How to detect SQL Server performance issues using baselines – Part 2 – Collecting metrics and reporting

To create a custom system for performance base lining we need the following:

  • A metric to track
  • A database and tables to store our collected data and processed information
  • A means to collect performance data
  • A means to process the performance data into meaningful information e.g. Mean, Standard deviation
  • A line chart of the data
  • A query to create a report of the measurements that exceeded the threshold, we set, for raising alerts

Selecting a performance metric

In this article, the metric we will measure is Batch requests/Sec. This counter represents the number of T-SQL Statements that are being executed by SQL Server per second. This is the one of the metric that gives us the best baseline on how our server is performing.

Creating our data/information store

To capture information about a SQL Server instance you first create a database in which to store information.

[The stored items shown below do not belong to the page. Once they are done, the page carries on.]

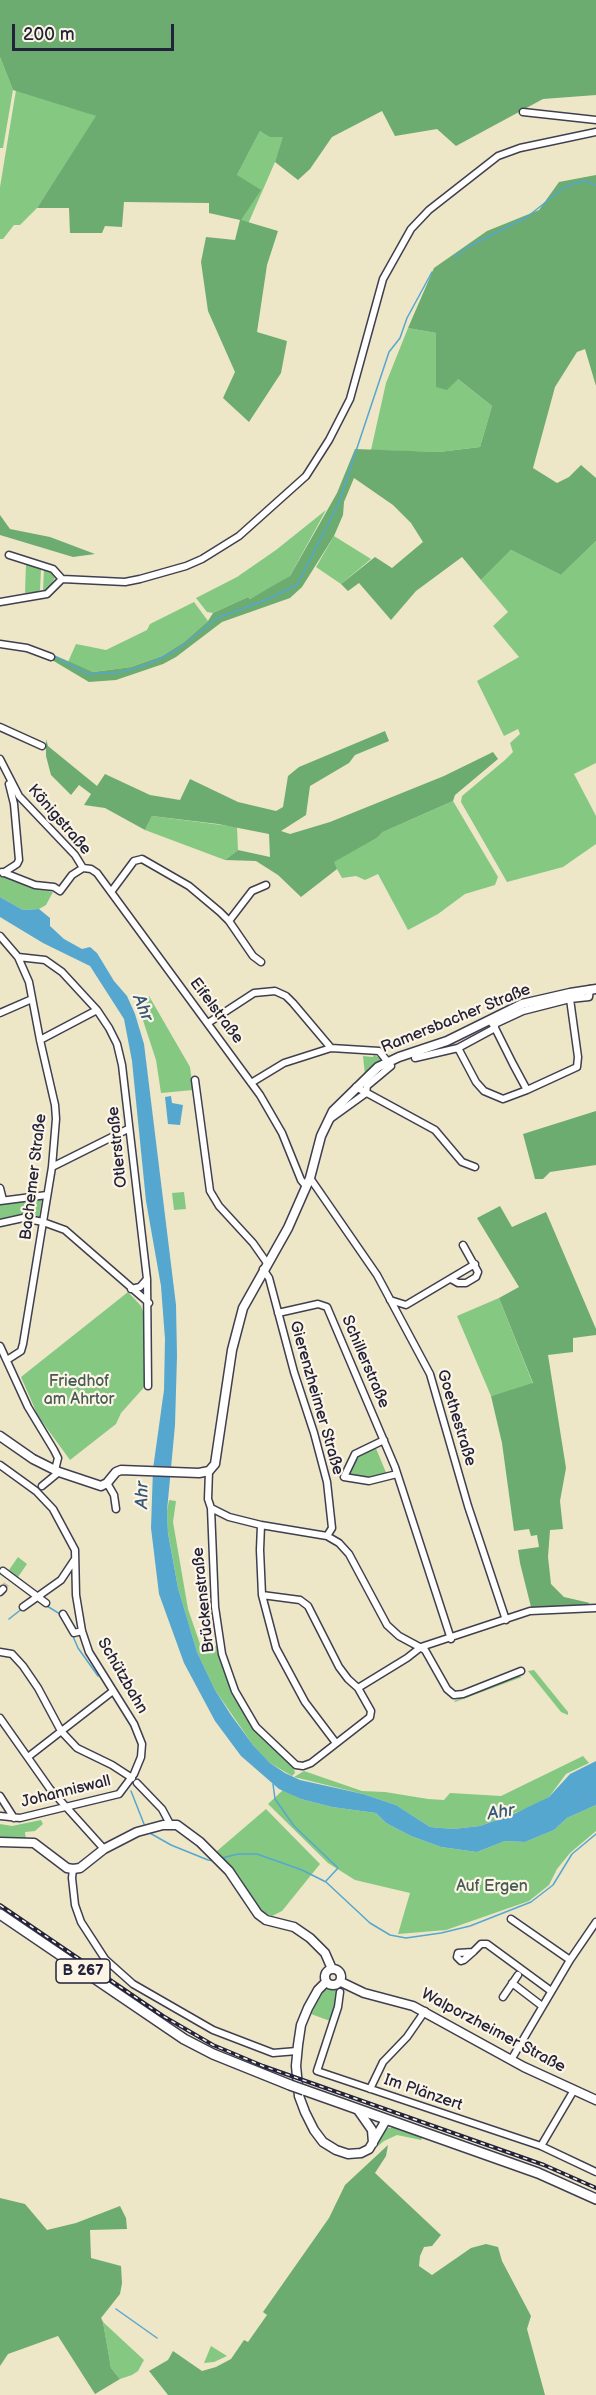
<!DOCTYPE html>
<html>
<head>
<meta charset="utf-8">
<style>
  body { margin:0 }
  #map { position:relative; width:596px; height:2395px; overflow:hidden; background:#ede6c7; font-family:"Balsamiq Sans",sans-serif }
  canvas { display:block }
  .scale { position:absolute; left:12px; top:24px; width:162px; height:27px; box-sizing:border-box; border:3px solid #22223b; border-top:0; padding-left:8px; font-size:18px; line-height:21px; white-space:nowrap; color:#22223b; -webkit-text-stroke:4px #fcf5e5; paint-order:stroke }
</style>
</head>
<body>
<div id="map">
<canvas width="596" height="2395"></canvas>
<div class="scale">200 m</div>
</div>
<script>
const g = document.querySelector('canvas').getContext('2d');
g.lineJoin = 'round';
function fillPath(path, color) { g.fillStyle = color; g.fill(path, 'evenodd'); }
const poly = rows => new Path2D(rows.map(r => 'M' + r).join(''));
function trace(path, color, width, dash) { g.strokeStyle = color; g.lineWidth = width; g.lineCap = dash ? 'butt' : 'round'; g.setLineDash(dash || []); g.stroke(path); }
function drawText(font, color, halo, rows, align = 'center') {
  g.font = font + ' "Balsamiq Sans",sans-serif'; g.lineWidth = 4.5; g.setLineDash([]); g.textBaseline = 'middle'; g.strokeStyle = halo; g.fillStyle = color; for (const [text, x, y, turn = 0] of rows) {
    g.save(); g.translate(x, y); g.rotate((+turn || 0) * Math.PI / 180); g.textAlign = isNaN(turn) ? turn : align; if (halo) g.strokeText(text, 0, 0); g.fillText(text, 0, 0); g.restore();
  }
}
fillPath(poly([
  [0,57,13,90,3,148,0,148],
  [16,90,97,116,37,208,20,225,14,225,3,239,0,239,0,187],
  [260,131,284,137,275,162,248,224,240,220,237,175],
  [408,328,436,333,458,379,492,406,480,447,439,452,371,450,386,383],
  [326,510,290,576,277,585,250,599,248,597,213,613,207,612,196,598,237,577,276,550],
  [334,536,371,559,341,584,316,567],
  [596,541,596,763,574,774,596,816,596,844,563,867,507,882,461,802,462,796,505,760,513,752,510,743,520,734,518,729,504,736,477,681,519,657,493,626,508,612,481,580,511,550,561,575],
  [26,563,41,569,40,590,38,592,25,593],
  [44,569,52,573,55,578,47,590,43,591],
  [194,602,208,621,184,642,162,656,131,667,93,672,68,662,76,644,106,650,147,630,150,624],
  [453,801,498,877,495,885,465,894,438,914,408,930,378,874,365,880,356,876,342,878,333,862,377,838,383,832],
  [152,816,237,827,238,850,225,860,145,830],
  [0,874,11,880,42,890,53,892,46,905,39,909,23,910,0,897],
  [149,996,190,1067,193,1090,161,1093,156,1060,137,1002],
  [374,1055,382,1059,365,1075,363,1056,373,1057],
  [184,1192,186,1209,174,1210,172,1193],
  [42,1199,39,1217,21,1216,0,1220,0,1203],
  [128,1292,141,1306,145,1317,147,1384,121,1413,116,1424,70,1460,38,1416,21,1377],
  [499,1298,533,1384,491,1396,457,1316],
  [375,1446,387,1475,373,1479,359,1478,347,1473,356,1456],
  [169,1500,176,1501,173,1522,188,1609,202,1650,218,1645,231,1693,254,1729,294,1768,295,1773,292,1776,270,1763,253,1745,215,1690,197,1652,178,1588,168,1532,167,1511],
  [18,1557,27,1564,18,1577,9,1570],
  [534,1670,568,1712,568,1715,561,1712,528,1671],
  [518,1676,522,1677,455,1702,454,1701],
  [583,1756,589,1763,566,1774,549,1797,531,1807,480,1826,453,1829,430,1827,396,1805,363,1794,294,1777,304,1771,362,1791,385,1792,428,1799,444,1800,450,1793,501,1796],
  [283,1790,301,1799,332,1807,376,1813,386,1823,411,1836,441,1847,477,1852,505,1841,525,1842,554,1830,567,1818,596,1805,596,1831,570,1853,557,1869,549,1885,529,1901,446,1930,398,1934,410,1893,355,1880,328,1863,268,1804],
  [266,1809,320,1864,282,1911,272,1916,261,1911,256,1905,239,1876,217,1851],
  [41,1820,43,1824,35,1831,25,1832,26,1840,0,1840,0,1824,12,1826],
  [326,1987,339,1991,330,2021,311,2014],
  [395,2127,423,2137,421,2140,397,2135,384,2141,367,2155,364,2155,383,2131,388,2128],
  [103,2322,144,2360,138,2371,132,2375,120,2379,111,2368],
  [211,2346,227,2356,214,2362,204,2363]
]), '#85c882');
fillPath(poly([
  [0,0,596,0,596,95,543,99,456,146,437,129,395,136,382,111,332,137,310,169,298,180,275,162,283,137,270,137,260,131,237,175,261,190,241,220,278,231,267,265,257,332,287,341,281,373,249,422,223,398,235,372,208,311,201,262,206,237,235,240,240,220,209,213,209,203,124,202,122,227,105,226,102,233,70,233,69,208,37,208,96,116,13,90,0,57],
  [596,175,596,386,585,349,577,352,555,387,533,468,557,483,569,477,581,465,596,478,596,541,561,575,511,550,481,580,462,557,416,591,391,620,359,583,348,591,341,584,375,557,392,568,423,542,411,523,393,505,354,478,344,502,343,515,334,536,302,587,290,598,222,622,176,657,163,664,116,680,89,682,52,660,54,655,93,672,131,667,162,656,184,642,208,621,213,613,248,597,250,599,290,576,337,493,355,449,439,452,480,447,492,406,458,379,447,390,436,387,436,333,408,328,434,268,487,231,539,210,559,182],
  [0,515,10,529,50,537,95,554,73,557,0,535],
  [385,731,389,741,355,755,349,763,310,786,306,815,281,831,290,834,330,822,444,776,493,752,498,759,455,795,453,801,383,832,377,838,334,862,337,869,301,897,278,875,256,861,225,860,238,850,270,857,269,834,218,824,152,816,145,830,105,808,84,805,91,794,79,785,71,795,51,775,46,756,46,739,48,746,97,786,105,774,150,795,180,800,190,779,238,802,276,811,283,807,288,776,299,767],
  [596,1111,596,1165,550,1172,543,1179,535,1179,523,1134],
  [500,1206,512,1227,546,1212,596,1329,596,1335,573,1338,573,1352,548,1355,566,1468,560,1501,563,1529,550,1530,548,1557,551,1584,564,1597,590,1603,583,1606,531,1607,520,1563,518,1550,539,1547,537,1535,531,1536,529,1529,514,1531,502,1443,491,1396,533,1383,499,1298,519,1287,477,1218],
  [388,2145,386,2156,375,2173,441,2235,432,2246,424,2247,420,2256,419,2266,432,2275,471,2248,486,2244,498,2247,502,2261,531,2316,527,2329,545,2395,168,2395,149,2371,168,2360,173,2351,202,2371,216,2367,231,2359,244,2340,248,2342,267,2315,263,2312,329,2218,345,2185],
  [0,2198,25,2204,47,2230,76,2223,120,2206,126,2218,127,2229,90,2230,91,2258,121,2266,122,2283,120,2294,101,2318,103,2322,111,2368,120,2379,95,2394,58,2336,8,2354,0,2366]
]), '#6cac70');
fillPath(poly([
  [0,897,23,910,39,909,50,918,50,926,64,939,82,949,90,947,97,953,114,981,127,996,135,1014,144,1044,176,1305,177,1356,175,1425,167,1511,168,1533,178,1588,197,1652,215,1690,231,1715,253,1745,270,1763,285,1773,300,1780,363,1794,396,1805,430,1827,453,1829,480,1826,516,1813,549,1797,570,1774,596,1761,596,1805,567,1818,554,1830,525,1842,505,1841,477,1852,441,1847,411,1836,386,1823,376,1813,332,1807,301,1799,279,1789,241,1756,215,1721,184,1663,159,1594,151,1528,153,1469,164,1390,165,1339,161,1286,146,1201,132,1061,124,1019,90,966,43,943,0,917],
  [171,1096,172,1103,183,1105,180,1125,168,1124,165,1097]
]), '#55a7d0');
trace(poly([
  [454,257,470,246,527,217,566,186,585,181,596,185],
  [10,642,26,645],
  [52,655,88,674,122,672,151,663,178,649,217,618,266,600,297,585,338,505,389,352,400,338,407,318,432,272],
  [47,1606,60,1614],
  [9,1619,23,1608],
  [72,1634,78,1648,98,1676],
  [126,1718,133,1729],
  [135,1763,139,1753],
  [273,1784,275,1799,294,1826,338,1868,326,1881],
  [131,1791,144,1824],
  [148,1832,171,1845,208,1860,215,1861],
  [222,1858,238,1854,257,1854,302,1870,326,1882,370,1923,390,1935,406,1938,441,1933,470,1926,531,1902,553,1885,572,1854,596,1834],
  [116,2309,157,2338]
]), '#55a7d0', 1.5);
trace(poly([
  [3,1589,8,1582]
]), '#c4bfab', 6, [6, 3]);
const street = poly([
  [523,112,596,120],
  [62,579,125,582,140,579,186,566,202,559,239,536,306,476,329,440,350,399,383,279,411,229,429,210,498,156,520,148,596,132],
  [0,602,47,594,62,579,53,569,9,555],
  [0,644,27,648,51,657],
  [0,727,42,746],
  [0,759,19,796,75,855,83,868],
  [83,868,91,869,97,873,260,1095,282,1133,301,1180,306,1186],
  [2,872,35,885,54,887,60,891,72,875,83,868],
  [3,873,17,864,19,860,14,804,9,784],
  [111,892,134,861,142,859,189,886,220,912,229,921,253,956,261,962],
  [229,921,252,891,266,885],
  [0,936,18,957,29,982,40,1040,55,1105,56,1119,52,1167,23,1344,21,1351,7,1360],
  [18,957,45,960,62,972,97,1010,109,1028,117,1044,122,1065,147,1279,148,1386],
  [570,999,589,997,590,989],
  [0,1013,32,999],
  [490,1020,495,1028,513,1064,527,1090,577,1067,578,1057,570,999,523,1011,495,1024,495,1028,458,1048,476,1082,484,1091,503,1099,527,1090],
  [208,1023,254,993,275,991,286,996,293,1003,331,1048],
  [40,1040,97,1010],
  [415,1058,458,1048],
  [195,1080,210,1191,219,1206,253,1243,267,1263],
  [251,1083,284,1063,331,1048,379,1051,388,1062],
  [356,1087,435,1130,462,1162,475,1167],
  [330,1119,366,1093,367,1086,391,1066],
  [52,1167,128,1129],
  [310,1178,377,1275,430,1374,468,1506,506,1620],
  [0,1188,3,1200],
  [0,1201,47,1195],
  [0,1223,23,1218,43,1222,65,1230,149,1303],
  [263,1269,269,1278,294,1372,314,1433,327,1482,332,1528,327,1536],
  [451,1279,458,1283,466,1283,476,1277,478,1272,463,1245],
  [131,1289,140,1287,147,1279],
  [390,1300,406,1305,475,1264],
  [278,1313,318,1304,327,1307,395,1467,451,1639],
  [0,1346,28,1407,54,1450,58,1458,55,1470],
  [384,1440,355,1454,344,1477,369,1481,397,1474],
  [0,1465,36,1491,53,1509,75,1550,76,1595,82,1631,89,1652,134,1724,142,1744,141,1757,134,1774,119,1794,20,1818,0,1816],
  [209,1471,208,1499,211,1508,215,1607,222,1654,235,1691,256,1727,296,1765,303,1766,311,1763,370,1717,371,1711,358,1688],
  [107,1483,114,1495,116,1509],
  [42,1486,59,1472],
  [211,1508,229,1517,261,1525,327,1536,339,1543,349,1554,387,1625,399,1636,425,1650,447,1689,454,1695,463,1694,521,1671],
  [261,1525,260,1550,262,1595,276,1648,305,1702,336,1743],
  [3,1571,46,1603],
  [0,1592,3,1589],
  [262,1595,300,1600,308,1606,339,1667,348,1679,358,1688],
  [23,1607,61,1580,75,1559],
  [63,1614,74,1633,82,1631],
  [0,1652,12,1654,23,1666,38,1688,61,1731,77,1748,112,1765,132,1778],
  [358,1688,407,1658,421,1647,530,1611,596,1608],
  [0,1718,50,1789,104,1849],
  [28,1757,113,1691],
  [137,1783,162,1809,170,1824],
  [0,1796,14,1818],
  [73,1869,72,1878,75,1905,81,1922,105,1959,133,1984,213,2030,273,2053,297,2051],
  [511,1919,570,1960],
  [473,1952,458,1953,457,1957,461,1961,464,1960,473,1952,481,1944,487,1944,551,1991],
  [512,1983,542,2006],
  [340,1992,338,2007,317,2071,541,2146,596,2172],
  [503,1997,518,1975],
  [511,2060,570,1960,596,1922],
  [370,2089,383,2062,407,2037,425,2011],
  [541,2146,574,2090]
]);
const secondary = poly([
  [0,1436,33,1459,59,1472,101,1486,107,1483,116,1472,121,1470,199,1473,209,1471,215,1464,232,1350,243,1308,288,1228,310,1178,321,1136,333,1111,378,1067,399,1057,447,1041,522,1004,570,993,596,989],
  [0,1842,34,1843,67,1868,73,1869,80,1868,104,1849,137,1832,163,1825,177,1825,200,1842,229,1871,258,1914,266,1920,294,1927,310,1938,325,1953,332,1969],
  '325 1977a8 8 0 1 1 16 0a8 8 0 1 1-16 0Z',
  [326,1982,318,1990,308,2008,301,2025,298,2045,296,2066,299,2096,305,2112,314,2130,323,2142,336,2150,348,2154,361,2153,369,2149,386,2120],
  [341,1982,364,1993,413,2006,524,2067,596,2100],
  [358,2110,372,2130,373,2143]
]);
const primary = poly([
  [0,1914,184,2039,213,2054,290,2085],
  [304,2090,538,2173,596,2199]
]);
trace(street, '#403f50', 9);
trace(secondary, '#403f50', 11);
trace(primary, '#403f50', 12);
trace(street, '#fff', 6);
trace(secondary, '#fff', 8);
trace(primary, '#fff', 9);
const rail = poly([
  [0,1905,163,2016,213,2045,263,2066,544,2165,596,2188]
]);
trace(rail, '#22223b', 4);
trace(rail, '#fcf5e5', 1.5, [4.5]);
const primaryBridge = poly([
  [290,2085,304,2090]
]);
trace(primaryBridge, '#403f50', 12, []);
trace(primaryBridge, '#fff', 9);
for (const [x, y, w] of [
  [83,1971,54]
]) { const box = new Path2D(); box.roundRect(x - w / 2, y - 12, w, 24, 4.5); g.fillStyle = '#fcf5e5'; g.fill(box); trace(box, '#22223b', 1.5); }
drawText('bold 15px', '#22223b', null, [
  ["B 267",83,1971]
]);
drawText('16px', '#22223b', '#fcf5e5', [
  ["Königstraße",59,820,49],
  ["Eifelstraße",216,1011,53],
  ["Ramersbacher Straße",456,1019,-22],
  ["Otlerstraße",118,1147,-96],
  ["Bachemer Straße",34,1177,-83],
  ["Schillerstraße",365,1362,67],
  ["Gierenzheimer Straße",316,1398,74],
  ["Goethestraße",456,1418,73],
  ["Brückenstraße",204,1600,-96],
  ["Schützbahn",122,1676,60],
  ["Johanniswall",66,1792,-14],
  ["Walporzheimer Straße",493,2031,28],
  ["Im Plänzert",423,2093,19]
]);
drawText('16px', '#455c54', '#fcf5e5', [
  ["Friedhof",79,1382],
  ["am Ahrtor",79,1400],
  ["Auf Ergen",492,1887]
]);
drawText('italic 18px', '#365777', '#fcf5e5', [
  ["Ahr",142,1008,68],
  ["Ahr",143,1495,-89],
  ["Ahr",501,1813,-9]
]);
</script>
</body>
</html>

For this purpose, we’ll create the database PerformanceBaselines

CREATE DATABASE [PerformanceBaselines] ON PRIMARY 
( NAME = N'PerformanceBaselines', 
  FILENAME = N'E:\Data\PerformanceBaselines.mdf', 
  SIZE = 128MB, 
  FILEGROWTH = 512MB
) LOG ON 
( NAME = N'PerformanceBaselines_log', 
  FILENAME = N'E:\Data\PerformanceBaselines_log.ldf', 
  SIZE = 128MB, 
  FILEGROWTH = 512MB
);

To save the collected metrics collected over time create a table to store the data. Here we’ll create a table to store the ‘Batch Requests/sec’ counter value:

CREATE TABLE [dbo].[BatchRequestsSec]
( [BatchRequestsPerSec] decimal(5,2) NULL, 
 [Date] datetime NULL, 
 [1stStDev] decimal(5,2) NULL, 
 [2ndStDev] decimal(5,2) NULL, 
 [Mean] decimal(5,2) NULL, ) 
ON [PRIMARY] 
GO

Collecting performance data

A basic approach is capturing SQL Server performance baselines programmatically with SQL Server Dynamic Management Views. SQL Server 2005 introduced Dynamic Management Views (DMVs). One of them, the sys.dm_os_performance_counters dynamic view, allows capturing a number of SQL Server performance metrics.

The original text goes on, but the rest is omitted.